データ分析チームへのつなぎ込みを担当しているのが、データオペレーターという職種です。データ分析者のデータ整備面、つまり分析しやすいデータ構造であるデータマートに加工する役割を担っています」(吉村氏)

3つのチームが構築したデータ基盤の構造が、以下の構成図です。

構成図の左側が各グループ会社から収集する、PostgreSQLやMySQLなどのデータソースを指し、集約されたデータをデータウェアハウスやデータマートといったデータ基盤に蓄積していきます。そこからBIや分析用のツールへデータを流し込み、データ分析チームが活用するという流れです。

コストを抑えつつ多様なデータソースを集約するため、TROCCO®の導入を決定

データ組織の“連合軍”が構築したデータ基盤アーキテクチャの設計で抑えなければならなかった課題を吉村氏は「システム環境やデータソースがグループ会社ごとに全く異なる状況下で、いかにコストを抑えつつ多様なデータソースを集約していくか」だったと語りました。

この課題を解決するためにETLツールの導入を検討した結果、以下の要素を評価いただき、TROCCO®の導入を決定いただきました。

「特にデータエンジニアリング未経験者でも簡単に操作できることがポイントでした。データエンジニアの採用は難しく、データベースの知識を持つアプリケーションエンジニアであっても、戦力化までには1ヶ月ほどかかってしまいます。

しかしTROCCO®を活用した場合、1〜2週間もあれば即戦力化することができました。これは本当に想像よりも短く、しかも既存のデータエンジニアと遜色のないパフォーマンスを出すことが出来たのです。

加えて、実際にサポートを受けて実感した、TROCCO®というサービスの利点を3つまとめました。」(吉村氏)

① サポートの人にデータソースの知識がある

「各グループ会社が使用している、それぞれのシステムをつなぎ込むのはとても大変なことだと感じていたのですが、primeNumber社のサポート担当の方に問い合わせたところ、丁寧に一つひとつ教えていただくことができました。」(吉村氏)

② 並走して調査してくれて、解決に導いてくれる

「さまざまなデータソースがあり、苦労してデータ取り込んでいく中で生まれた疑問点を率直にサポートの方へお伝えすると、TROCCO®が対応しているデータソースか否かに関係なく並走して調べていただき、無事に解決することができました。」(吉村氏)

③ Slackコネクトでいつでも対応してくれる

「社内で使用しているSlackの機能であるSlackコネクトでつながることで、Slack上からご質問することができました。質問についてもおおよそ1時間で回答いただけたこともあり、とても助かりました」(吉村氏)

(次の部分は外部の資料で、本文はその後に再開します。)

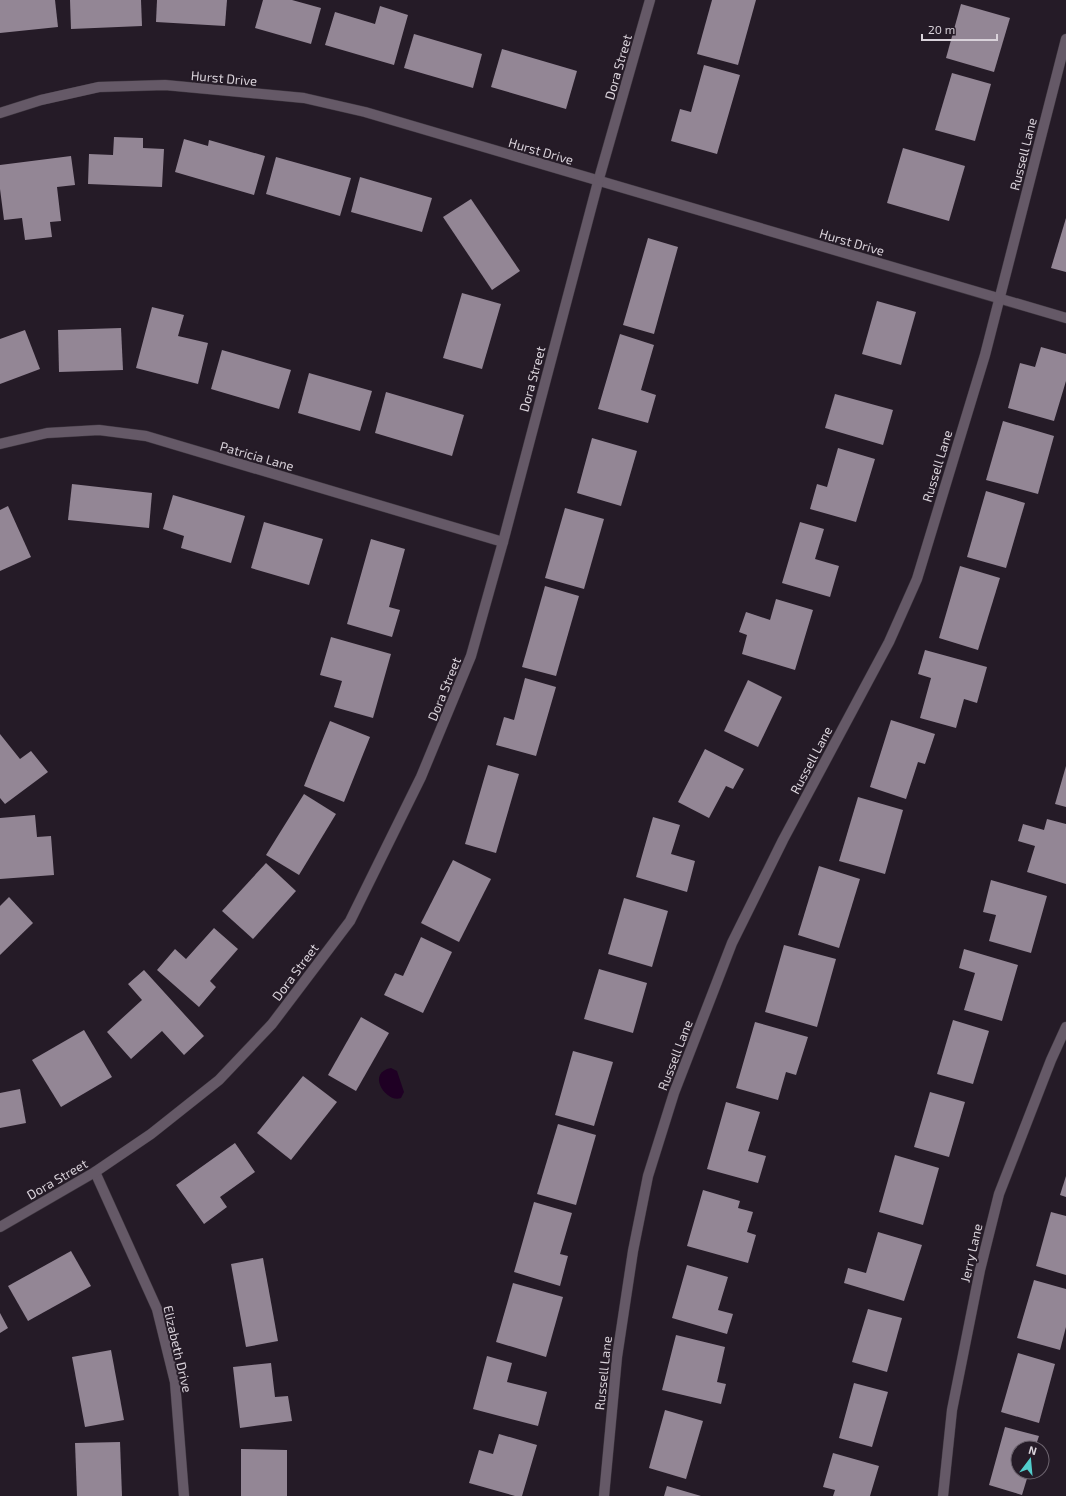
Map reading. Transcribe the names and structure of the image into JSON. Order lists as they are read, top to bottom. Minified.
{"streets":{"street":["Dora Street","Hurst Drive","Russell Lane","Patricia Lane","Jerry Lane","Elizabeth Drive"]},"crossings":[["Dora Street","Hurst Drive"],["Dora Street","Patricia Lane"],["Dora Street","Elizabeth Drive"],["Hurst Drive","Russell Lane"]],"scale_bar":"20 m","north":"top"}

商品の需要予測や広告予算の最適化。安定したデータ基盤の構築によって得られた成果とは

バンダイナムコグループの各社が協力してデータマネジメント体制を構築し、データエンジニアによる開発やTROCCO®の導入によって、安定したデータ基盤を構築することができました。では、安定したデータ基盤を構築できたことによって、ネクサス社にはどのような変化が起きたのでしょうか。

「弊社にもともと置かれていたサイエンス部門とビジネス部門に加え、エンジニア部門とデータマネジメント部門が新たに設置されました。そこに利用者が安心・安全に使用できるデータ基盤が構築されたことで、今までサイエンス部門の中に留まっていたナレッジがすべての部門に共有され、部門に縛られないコミュニケーション量が増えました。結果、新しい施策がどんどん生み出されるようになり、ビジネスへの貢献度が高まったと感じています」(吉村氏)

安定したデータ基盤の構築によるメリットはネクサス社内の留まらず、バンダイナムコグループ全体のデータ活用にも好影響を与えています。「IP✕データ」で事業成長に貢献した具体的な事例について、それぞれ吉村氏に解説いただきました。

① 商品の需要予測導入で売上・利益増へ

解決した課題:商品の生産決定と生産完了まで数ヶ月のタイムラグがあるため、需要予測を見誤ると過剰在庫や在庫切れといった売上げの損失が起きてしまう

「今回構築したデータ基盤を使ってデータサイエンティストが予測することにより、以前よりも高精度な予測ができるようになりました。さらにポイントなのが、この案件はデータ分析者と、商品の担当者が協業して業務フローを構築したことにあります。データ分析者はあくまで予測までを行い、実際の商品生産の決定と発注は担当者の仕事としたことで、売上げと利益の増加に成功しました」(吉村氏)

②広告予算に対する媒体ごとの効果が最大化する点を予測し、利益に貢献

解決した課題:広告媒体には、顧客獲得効果の初速や持続期間などにそれぞれ特徴があるため、最適な予算配分の広告出稿に悩んでいた

「まず、各広告媒体からデータ基盤へデータを取り込み、販促効果が最大化する予算配分のシミュレーションを行います。その結果を広告担当者に伝える際、弊社では分かりやすくするため、数字だけでなく、グラフ化して提供しました。結果、少ない予算で最大のプロモーション効果が得られるような広告出稿ができています。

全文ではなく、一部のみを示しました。